PROBLEM> If a line in the records below holds the word "transform", copy it.

# # #

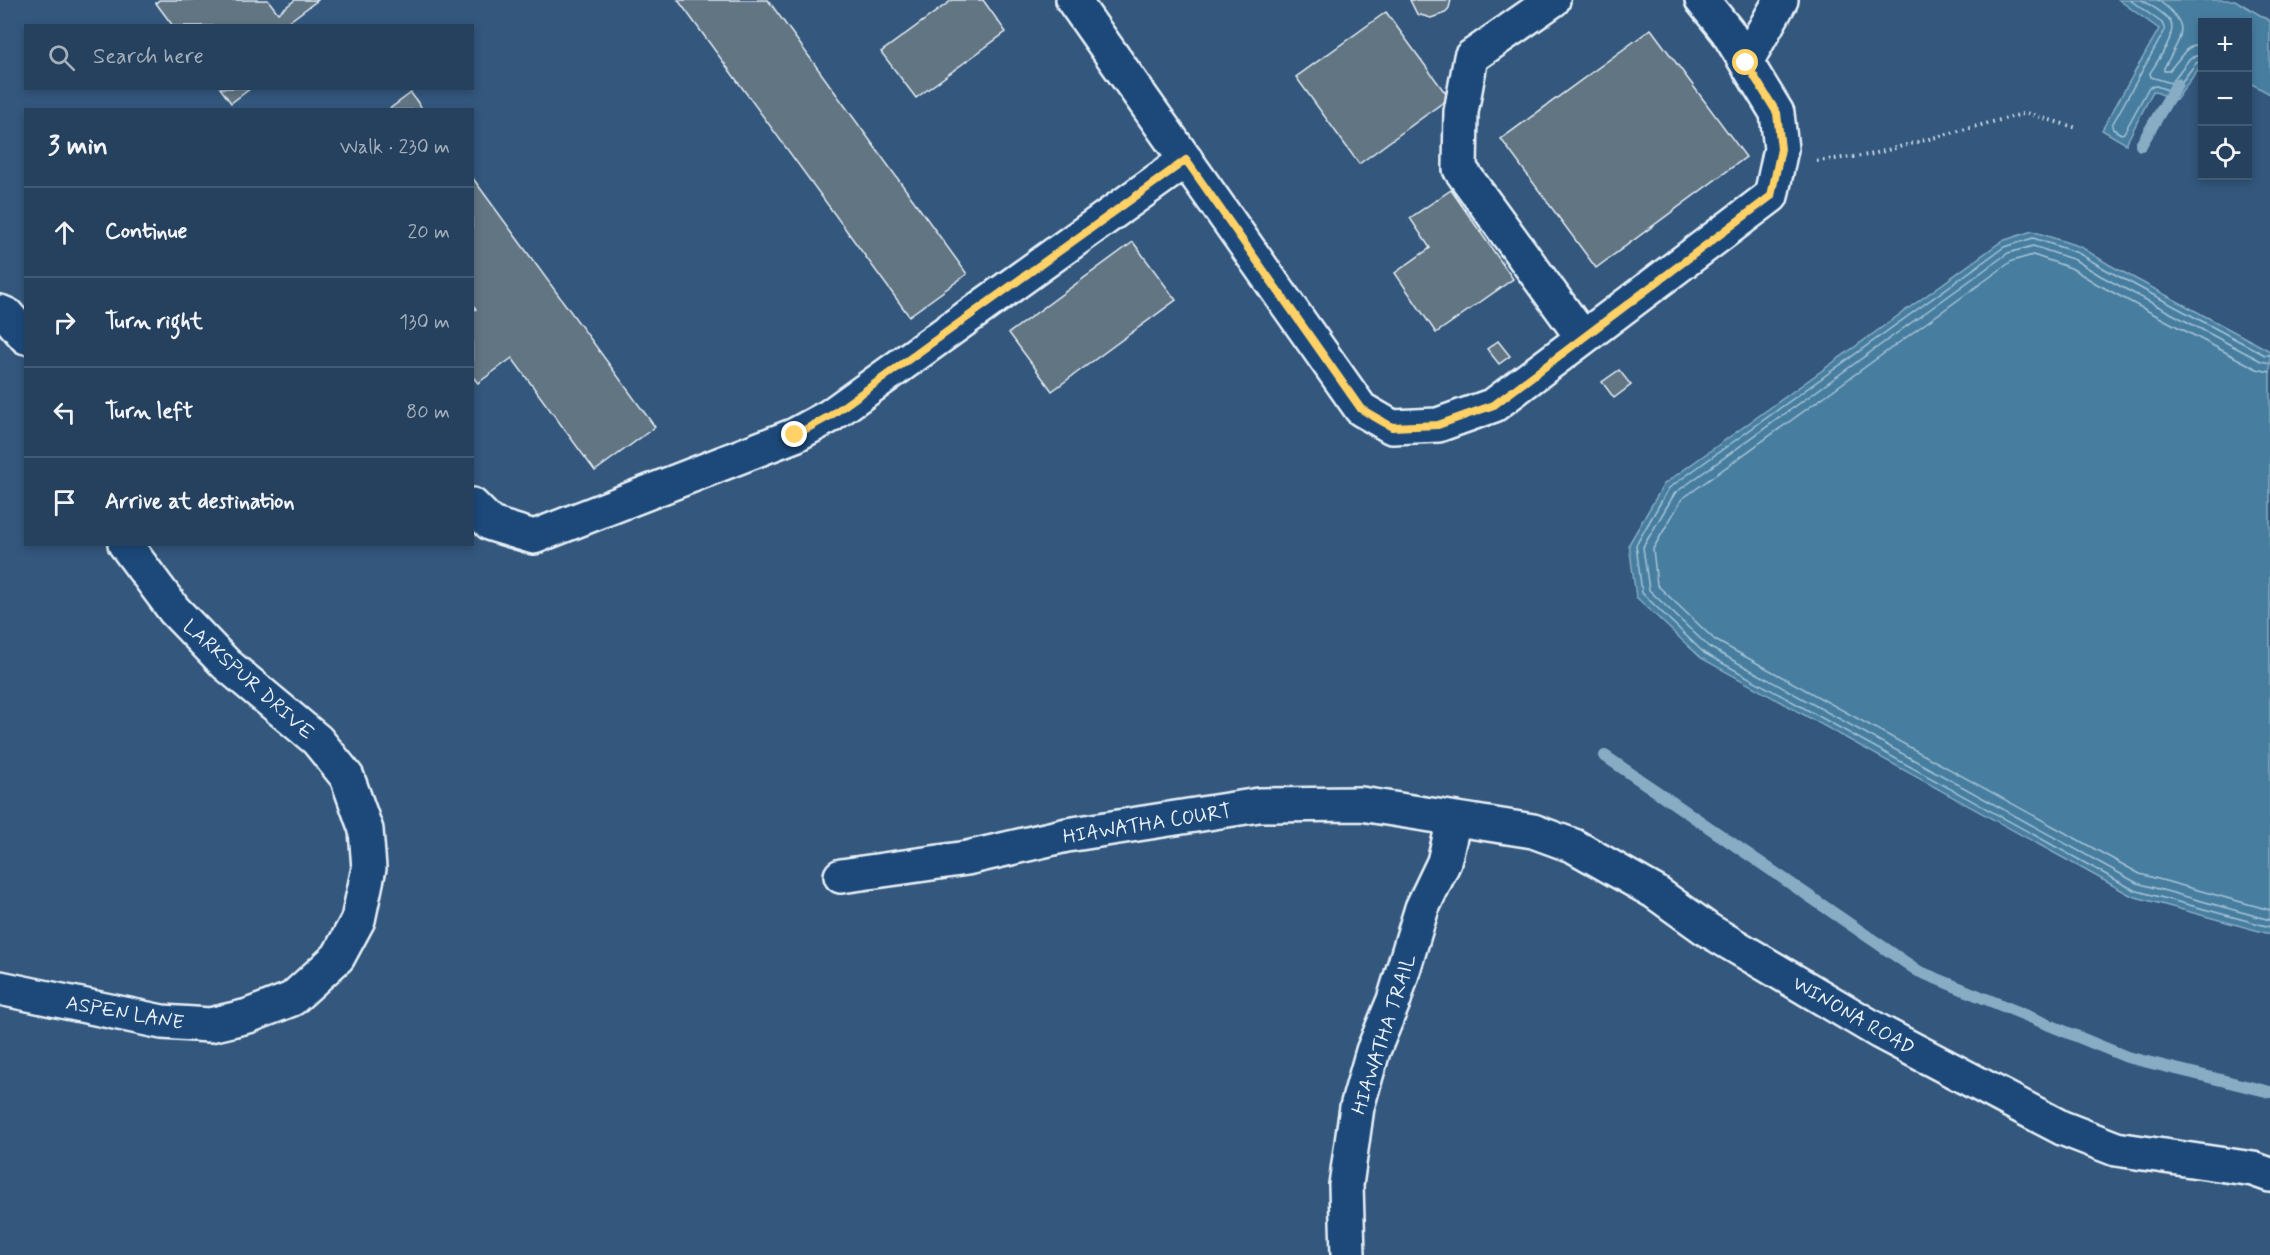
<!DOCTYPE html>
<html lang="en">
<head>
<meta charset="utf-8">
<style>
	body { margin:0; font-family:Mynerve,sans-serif; background:#2e4864; color:#f1f3f6 }
	.controls { position:absolute; right:18px; top:18px; display:grid; overflow:hidden; border-radius:0px; box-shadow:0 3px 9px #0003 }
	.controls button { width:54px; height:54px; display:grid; place-items:center; padding:0; border:0; border-bottom:2px solid #425a73; background:#26415e; color:#f1f3f6; font:30px sans-serif }
	.stop { position:absolute; width:18px; height:18px; margin:-14px; border:4px solid #ffd166; border-radius:50%; background:#fff }
	.stop.end { background:#ffd166; border-color:#fff; box-shadow:0 2px 6px #0008 }
	.list { margin:0; padding:0; list-style:none }
	h2 { display:flex; justify-content:space-between; align-items:center; height:78px; margin:0; padding:0 24px; font-size:26px }
	h2 small { font-size:20px; font-weight:400; color:#a4afbc }
	.list li { display:grid; grid-template-columns:39px 1fr auto; gap:18px; align-items:center; box-sizing:border-box; height:90px; padding:0 24px; border-top:2px solid #425a73 }
	.list b { display:block; font-size:22px; white-space:nowrap }
	.list em { font-size:20px; font-style:normal; color:#a4afbc }
	.icon { flex:none; width:33px; height:33px; fill:none; stroke:currentColor; stroke-width:2; stroke-linecap:round; stroke-linejoin:round }
	.map { position:relative; flex:none; width:2270px; height:1255px; overflow:hidden }
	.search { position:absolute; background:#26415e; box-shadow:0 3px 9px #0003; left:24px; top:24px; width:450px; height:66px; display:flex; align-items:center; gap:15px; box-sizing:border-box; padding:0 21px; border-radius:0px; color:#a4afbc; font-size:22px }
	.panel { position:absolute; background:#26415e; box-shadow:0 3px 9px #0003; left:24px; top:108px; width:450px; height:438px; border-radius:0px }
	.map>svg:first-child { display:block }
	.water { fill:#467ea0; stroke:#87acc3; stroke-width:1.5 }
	.lines { fill:none; stroke-linecap:round; stroke-linejoin:round }
	.shore { stroke:#a7c3d5; stroke-width:1.5 }
	.stream { stroke:#87acc3; stroke-width:12 }
	.building { fill:#627483; stroke:#e8f1f8; stroke-width:1.5 }
	.minor-casing { stroke:#e8f1f8; stroke-width:38 }
	.path { stroke:#e8f1f8; stroke-width:4; stroke-dasharray:1.5 4.5; stroke-linecap:butt }
	.minor { stroke:#1f4a7a; stroke-width:33 }
	.route { stroke:#ffd166; stroke-width:8 }
	.labels { text-anchor:middle; stroke-width:4.5; stroke-linejoin:round; paint-order:stroke }
	.street-label { font-size:20px; fill:#e8f1f8; stroke:#1f4a7a }
</style>
</head>
<body>
<div class="map">
<svg width="2270" height="1255" viewBox="0 0 2270 1255">
	<rect width="100%" height="100%" fill="#33577d"/>
	<filter id="ink" filterUnits="userSpaceOnUse"><feTurbulence type="fractalNoise" baseFrequency=".0167" numOctaves="2"/><feDisplacementMap in="SourceGraphic" scale="12" xChannelSelector="R" yChannelSelector="G"/><feConvolveMatrix kernelMatrix="1 2 1 2 8 2 1 2 1" color-interpolation-filters="sRGB"/></filter>
	<g filter="url(#ink)">
		<path class="water" d="M2119,0H2235L2270,21V94L2248,82V22H2202V64L2176,100L2153,91L2126,144L2102,130L2159,29Z
			M2032,231L2081,247L2108,264L2270,351V934L2132,896L1701,658L1636,597L1629,544L1664,484L2002,241Z"/>
		<g class="lines">
			<path class="shore" d="M2130,0L2162,23L2165,30L2112,125L2113,129L2121,134L2124,133L2149,87L2156,86L2174,92L2196,63L2202,61
				M2142,0C2151,6 2164,12 2170,21C2178,33 2157,62 2150,73L2151,77L2171,83L2190,58L2202,54
				M2158,0C2193,26 2182,34 2164,68V71H2169L2186,50L2194,45H2202
				M2270,355H2265L2105,269L2078,253L2033,238L2004,247L1669,488L1636,545L1642,593L1704,653L2134,890L2270,927
				M2270,363L2261,361L2101,276L2075,260L2033,246L2008,253L1675,493L1643,547L1649,590L1709,647L2137,883L2270,920
				M2270,372L2257,369L2097,284L2071,268L2033,255L2012,261L1682,499L1653,549L1657,585L1715,640L2140,874L2270,910"/>
			<path class="stream" d="M2141,145L2177,84
				M1605,756L1918,971L2127,1057L2270,1092"/>
		</g>
		<path class="building" d="M159,0H268L278,13L295,0H318L287,23L288,26H173L156,3Z
			M678,0H768L967,274L909,316Z
			M952,0H983L1006,32L916,98L881,52Z
			M1410,0H1451L1449,8L1445,13L1431,18L1417,14Z
			M1386,12L1449,98L1359,164L1296,77Z
			M1651,29L1746,157L1596,268L1501,139Z
			M220,88H251L231,103Z
			M411,93L423,110H388Z
			M472,177L655,427L595,471L512,358L478,383L472,376V311L476,309L472,304Z
			M1451,190L1513,279L1436,333L1395,273L1430,248L1410,218Z
			M1133,242L1176,300L1052,391L1009,333Z
			M1498,341L1510,356L1499,364L1487,349Z
			M1619,370L1631,385L1614,398L1602,382Z"/>
		<g class="lines">
			<defs>
				<path id="minor" d="M1073,0L1361,409L1392,427L1438,425L1494,405L1771,196L1781,149L1777,113L1727,31L1702,0
					M1553,0L1471,57L1461,112L1460,169L1583,338
					M1746,62L1781,0
					M0,312L7,315L26,337
					M472,505L491,524L534,537L795,435L830,416L1186,160
					M841,876L967,858L1067,835L1259,805L1361,804L1533,831L1574,846L1655,892L1708,930L1880,1032L2062,1128L2116,1149L2253,1169L2270,1175
					M0,988L162,1022L210,1025L248,1016L292,999L338,957L358,920L369,868L366,830L347,777L317,740L226,664L174,610L125,544
					M1348,1255L1346,1185L1357,1107L1373,1051L1394,1000L1422,908L1444,862L1454,820"/>
			</defs>
			<use href="#minor" class="minor-casing"/>
			<path class="path" d="M1817,161L1869,155L2026,113L2077,128"/>
			<use href="#minor" class="minor"/>
		</g>
	</g>
	<g class="lines" filter="url(#ink)">
		<path class="route" d="M795,435L830,416L1186,160L1361,409L1392,427L1438,425L1494,405L1771,196L1781,149L1777,113L1746,63"/>
	</g>
	<g class="labels">
		<g class="street-label">
			<text transform="translate(249 679) rotate(42)" y="7">LARKSPUR DRIVE</text>
			<text transform="translate(1147 823) rotate(-9)" y="7">HIAWATHA COURT</text>
			<text transform="translate(125 1012) rotate(10)" y="7">ASPEN LANE</text>
			<text transform="translate(1854 1015) rotate(30)" y="7">WINONA ROAD</text>
			<text transform="translate(1383 1034) rotate(-72)" y="7">HIAWATHA TRAIL</text>
		</g>
	</g>
</svg>
<div class="controls">
<button>+</button>
<button>−</button>
<button><svg class="icon" aria-label="locate" viewBox="0 0 24 24"><circle cx="12" cy="12" r="6"/><path d="M12 2v4M12 18v4M2 12h4M18 12h4"/></svg></button>
</div>
<div class="stop" style="left:1746px;top:63px"></div>
<div class="stop end" style="left:795px;top:435px"></div>
<div class="search"><svg class="icon" aria-label="search" viewBox="0 0 24 24"><circle cx="10" cy="10" r="6"/><path d="M15 15l6 6"/></svg>Search here</div>
<section class="panel">
<h2>3 min<small>Walk · 230 m</small></h2>
<ul class="list">
<li><svg class="icon" aria-label="ahead" viewBox="0 0 24 24"><path d="M12 20V5M6 11l6-6 6 6"/></svg><div><b>Continue</b></div><em>20 m</em></li>
<li><svg class="icon" aria-label="right" viewBox="0 0 24 24"><path d="M7 20v-9h11M14 6l5 5-5 5"/></svg><div><b>Turn right</b></div><em>130 m</em></li>
<li><svg class="icon" aria-label="left" viewBox="0 0 24 24"><path d="M17 20v-9H6M10 6l-5 5 5 5"/></svg><div><b>Turn left</b></div><em>80 m</em></li>
<li><svg class="icon" aria-label="arrive" viewBox="0 0 24 24"><path d="M6 21V4h12l-3 4 3 4H6"/></svg><div><b>Arrive at destination</b></div></li>
</ul>
</section>
</div>
</body>
</html>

# # #

TASK RESULT>
			<text transform="translate(249 679) rotate(42)" y="7">LARKSPUR DRIVE</text>
			<text transform="translate(1147 823) rotate(-9)" y="7">HIAWATHA COURT</text>
			<text transform="translate(125 1012) rotate(10)" y="7">ASPEN LANE</text>
			<text transform="translate(1854 1015) rotate(30)" y="7">WINONA ROAD</text>
			<text transform="translate(1383 1034) rotate(-72)" y="7">HIAWATHA TRAIL</text>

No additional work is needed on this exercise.